___ Supplied records ___
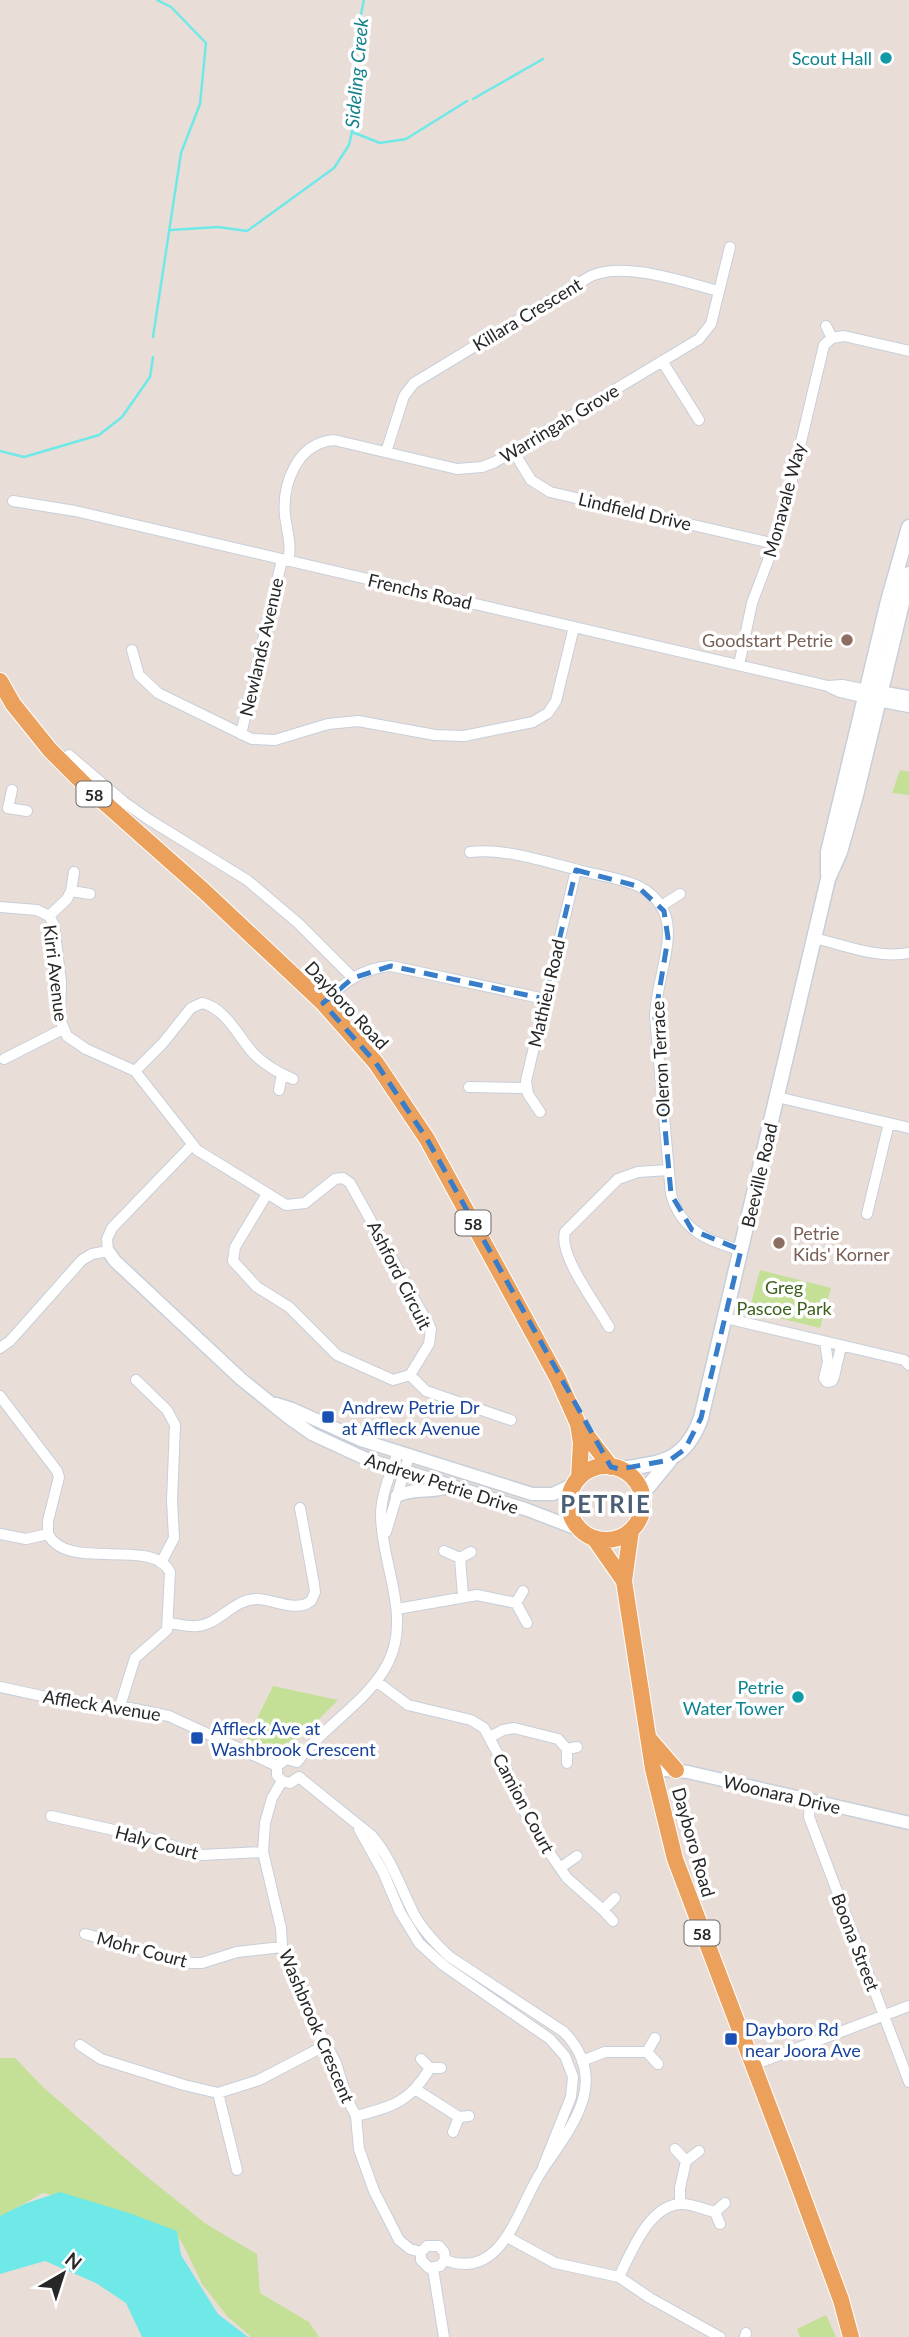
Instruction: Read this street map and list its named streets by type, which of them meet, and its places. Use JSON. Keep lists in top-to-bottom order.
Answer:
{
  "streets": {
    "main road": ["58", "Dayboro Road", "Beeville Road"],
    "street": [
      "Killara Crescent",
      "Warringah Grove",
      "Monavale Way",
      "Lindfield Drive",
      "Frenchs Road",
      "Newlands Avenue",
      "Kirri Avenue",
      "Mathieu Road",
      "Oleron Terrace",
      "Ashford Circuit",
      "Andrew Petrie Drive",
      "Affleck Avenue",
      "Woonara Drive",
      "Camion Court",
      "Haly Court",
      "Boona Street",
      "Mohr Court",
      "Washbrook Crescent"
    ]
  },
  "crossings": [
    ["Killara Crescent", "Warringah Grove"],
    ["Warringah Grove", "Lindfield Drive"],
    ["Warringah Grove", "Frenchs Road"],
    ["Warringah Grove", "Newlands Avenue"],
    ["Monavale Way", "Lindfield Drive"],
    ["Monavale Way", "Frenchs Road"],
    ["Frenchs Road", "Newlands Avenue"],
    ["Frenchs Road", "Beeville Road"],
    ["58", "Dayboro Road"],
    ["58", "Beeville Road"],
    ["58", "Andrew Petrie Drive"],
    ["Kirri Avenue", "Ashford Circuit"],
    ["Dayboro Road", "Beeville Road"],
    ["Dayboro Road", "Andrew Petrie Drive"],
    ["Dayboro Road", "Woonara Drive"],
    ["Oleron Terrace", "Beeville Road"],
    ["Beeville Road", "Andrew Petrie Drive"],
    ["Affleck Avenue", "Washbrook Crescent"],
    ["Woonara Drive", "Boona Street"],
    ["Haly Court", "Washbrook Crescent"],
    ["Mohr Court", "Washbrook Crescent"]
  ],
  "districts": ["PETRIE"],
  "water": ["Sideling Creek"],
  "parks": ["Greg Pascoe Park"],
  "places": {
    "other": [
      "Scout Hall",
      "Goodstart Petrie",
      "Petrie Kids' Korner",
      "Petrie Water Tower"
    ],
    "transit": ["Andrew Petrie Dr at Affleck Avenue", "Affleck Ave at Washbrook Crescent", "Dayboro Rd near Joora Ave"]
  },
  "north": "top right"
}
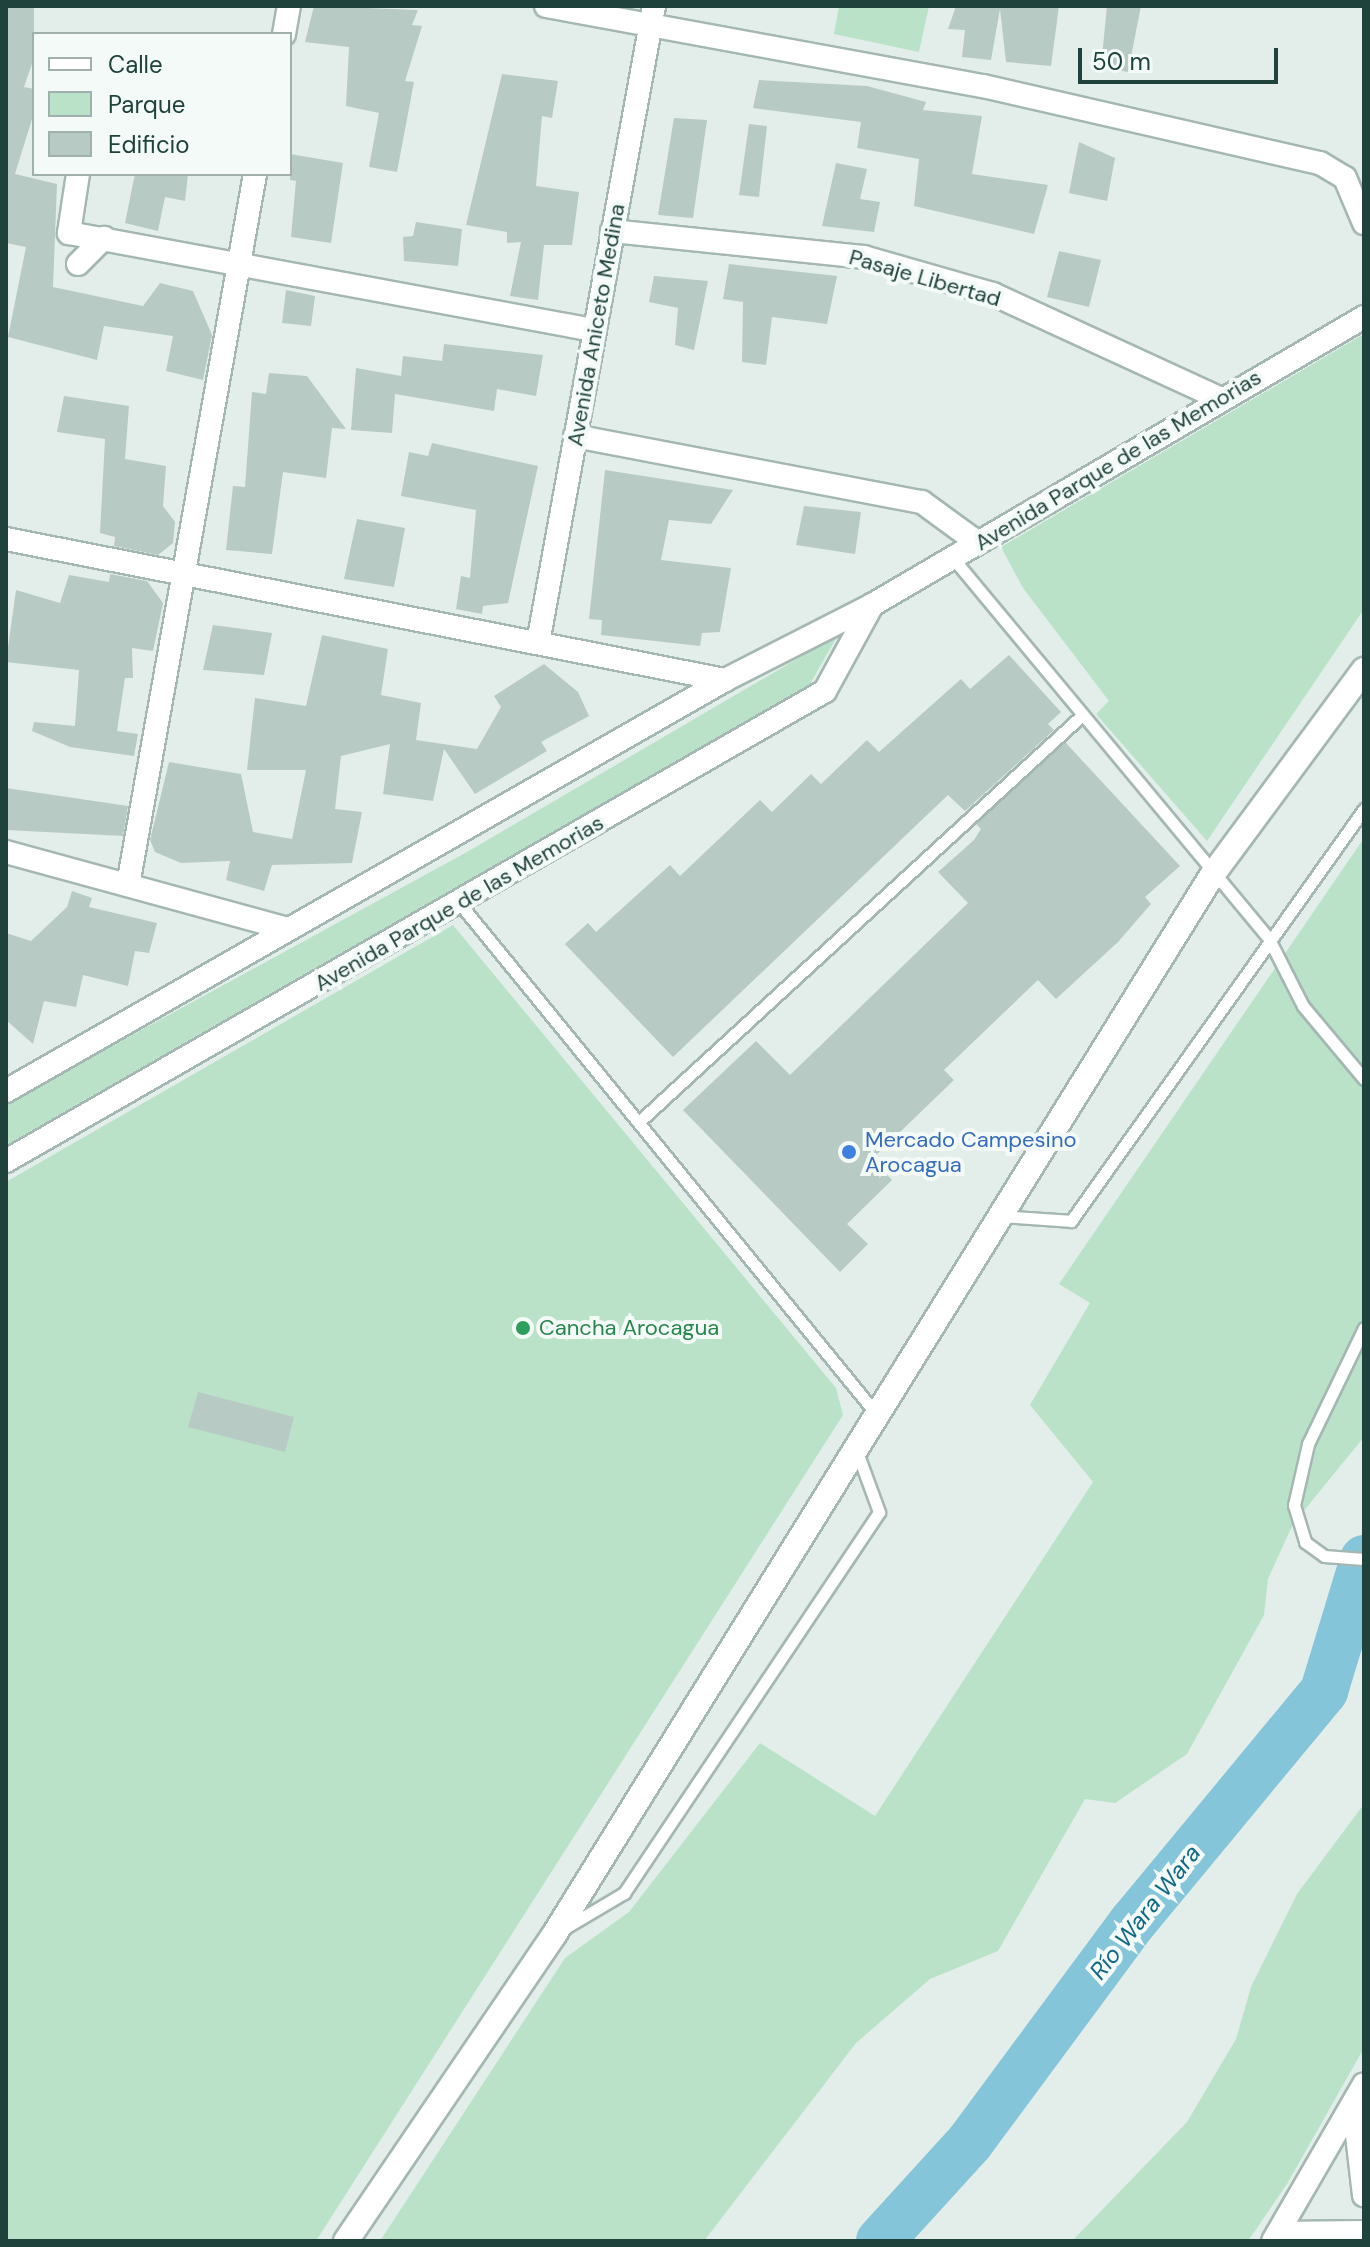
___
▶ Exercise: One number makes up the answer: the number of lines among the entries that include the word "Boona".

▶ Solution for this problem: 2